My heart goes out to everyone who has been impacted by so many disasters of late, Hurricanes Irma and Harvey and wildfires out West. Most likely, every one of us who wasn’t directly affected knows someone who was. If you’re like me, you spent days glued to the TV, watching the hurricanes approach and finally hit, and then the devastating aftermath with so much loss of life and property. If you weren’t there in person, you probably also spent a lot of time worrying about friends and family.
As you probably did, I spent a lot of time emailing, texting, and calling friends and family in Florida, Texas, and out West (thankfully, everyone in my world was OK).

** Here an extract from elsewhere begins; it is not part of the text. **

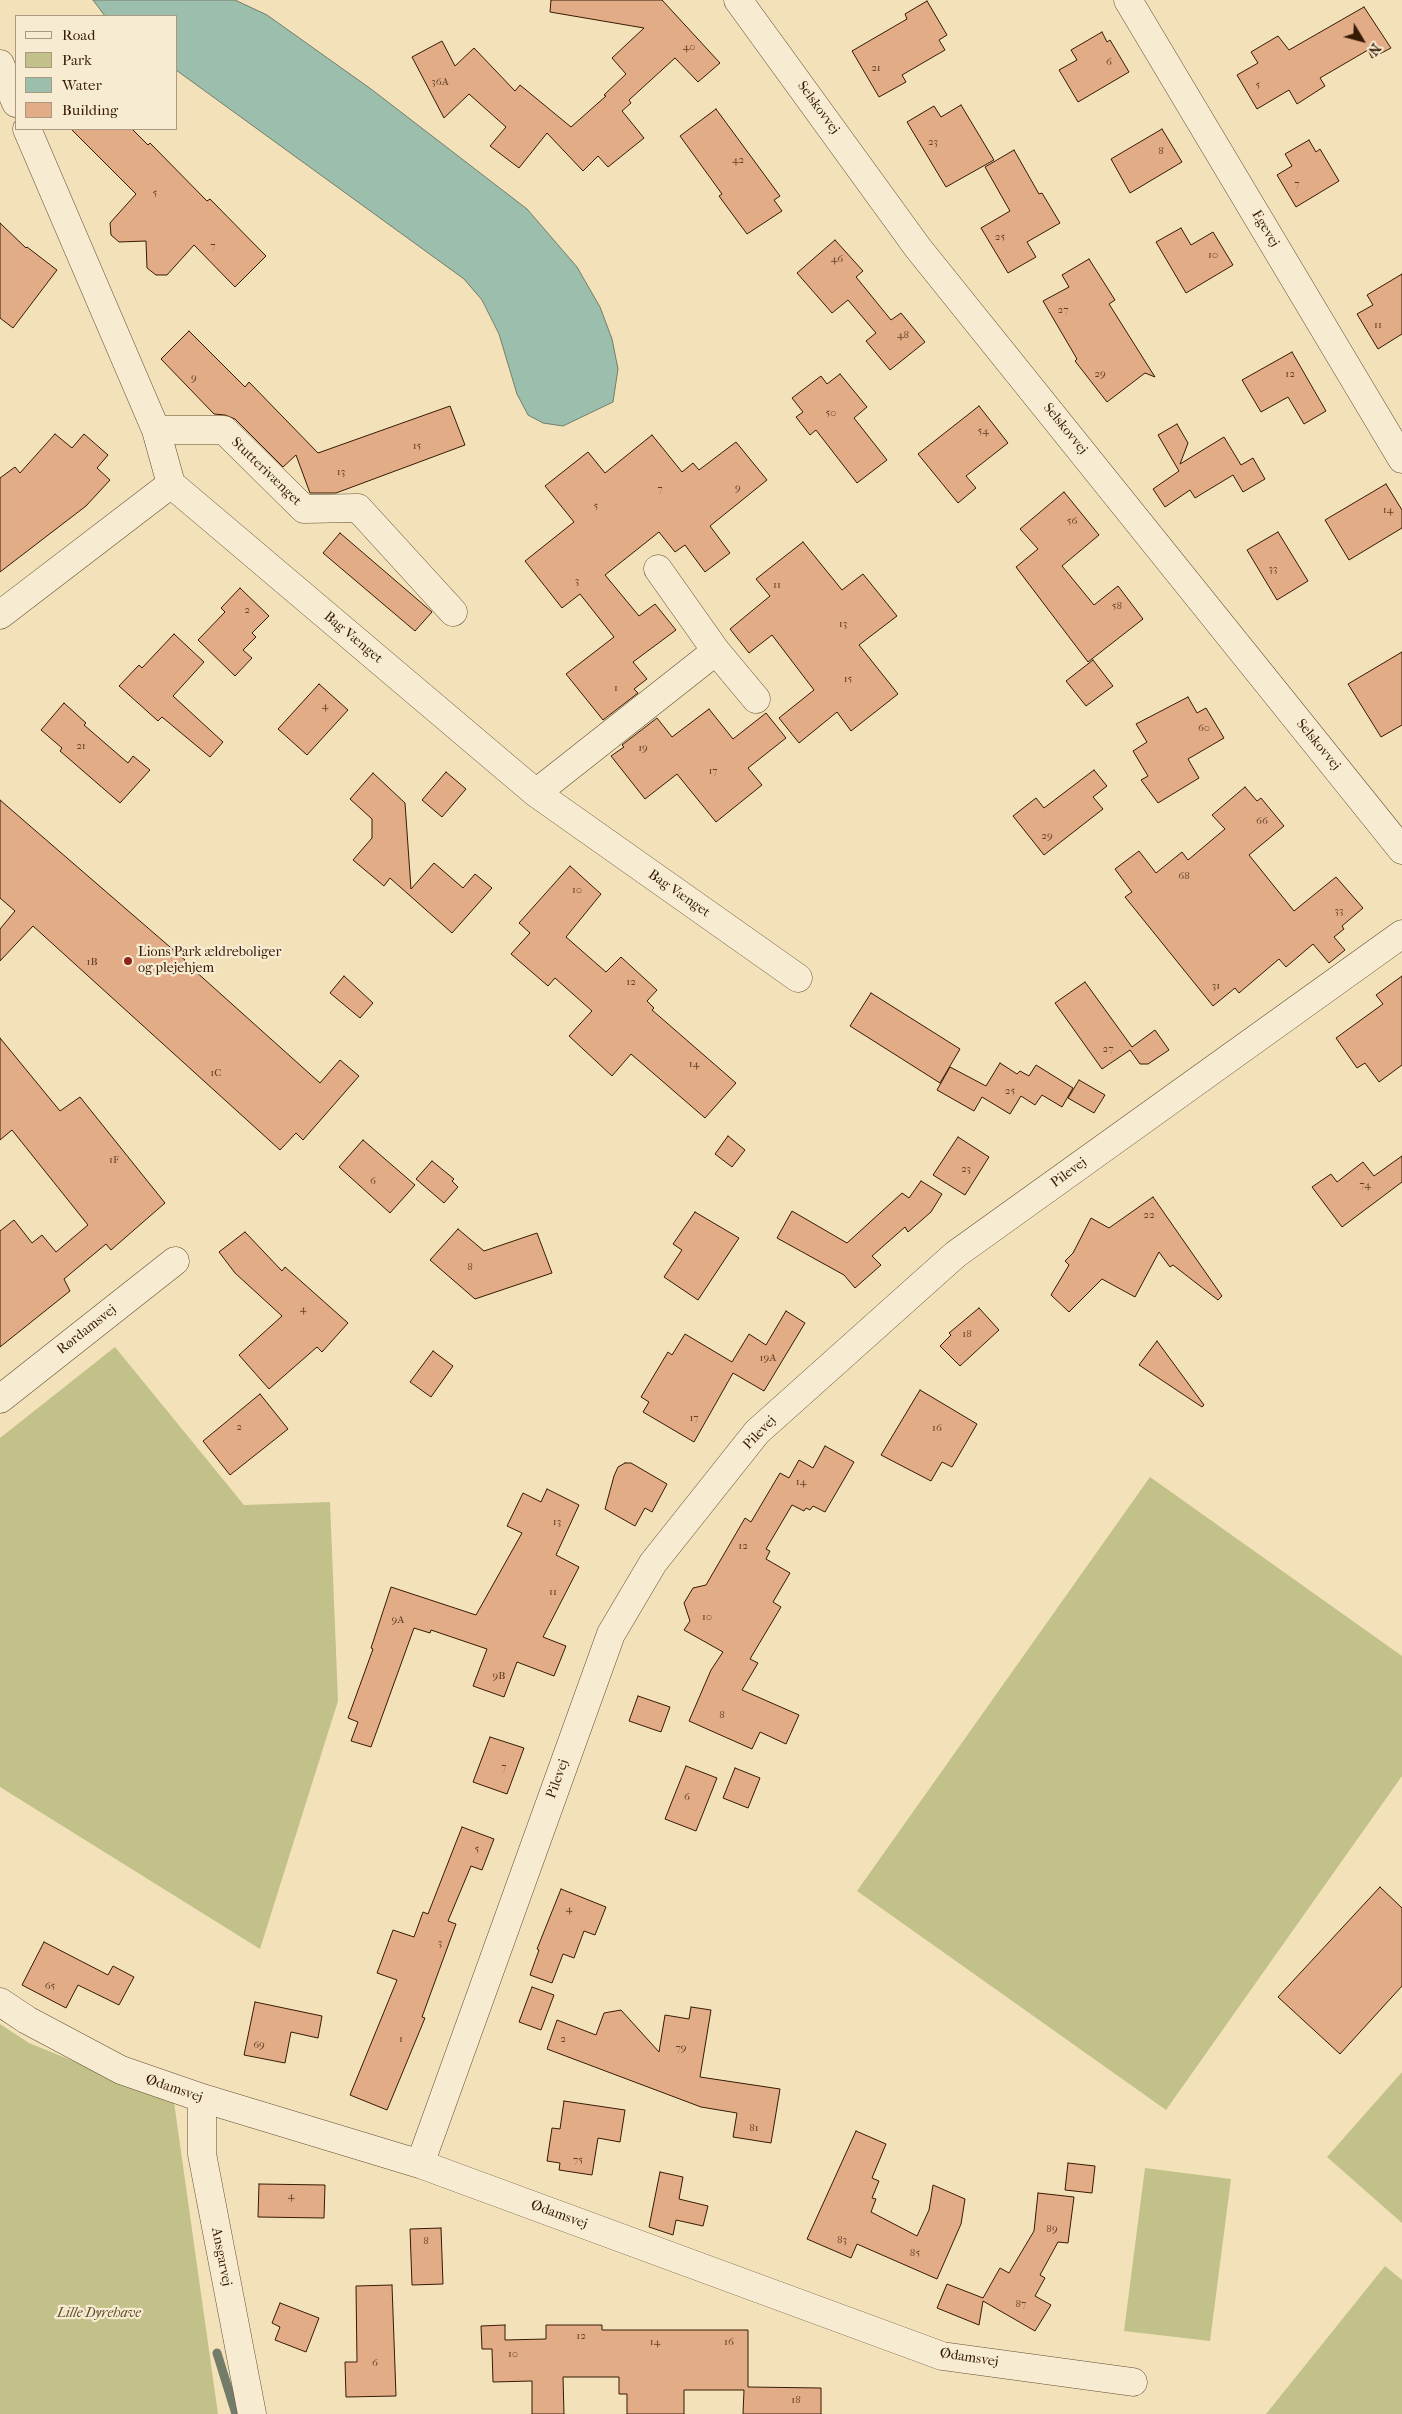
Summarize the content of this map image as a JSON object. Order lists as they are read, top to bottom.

I was also staying in touch with Anne, a friend who has homes at the Jersey shore and in Sarasota, Florida. During Irma, Anne was in New Jersey though, her boyfriend had decided to stay in Sarasota and ride the storm out. Staying connected with Anne throughout Irma, worrying with her, and watching her actively manage her fear was inspiring.
Her boyfriend was OK, but trust me, she wasn’t happy he had stayed in Florida! Anne is an emergency room nurse so she’s certainly good at keeping her cool under life threatening circumstances. Yet, she told me that managing her fear so she didn’t yell at her boyfriend for his decision to stay in Florida was one of the hardest things she’s ever done. And I would say, also one of the most loving.
Basically, there are two kinds of change that we have to deal with—that which we choose (like moving to a new home) and that which we didn’t and never would, like the massive disruption that events like hurricanes and wildfires wreck upon our lives. What’s inspiring is the fact that change that is thrust upon us often brings out the best angels of our nature. We see so many examples of neighbors helping neighbors and strangers risking (and sometimes losing) their lives because, for them, it was simply the right thing to do.
That level of resilience and demonstrating the best of our humanity is awe-inspiring and frankly humbling. Yet, even under disastrous circumstances, we have the ability to choose who we’re going to be and how we respond, regardless of what gets thrown at us in life. Attached is an article I wrote “Change Your Mindset, Change Your Life” about our human ability to be resilient and choose who we’re going to be in any moment. It has some practical tips for staying in what I call Learner mindset (like Anne did) and avoiding (or recovering from) our normal human and fear-based self, which I call Judger mindset (which Anne also did). While this may sound challenging (and it can be), truly I think it’s one of the worthwhile things we’ll ever learn to do.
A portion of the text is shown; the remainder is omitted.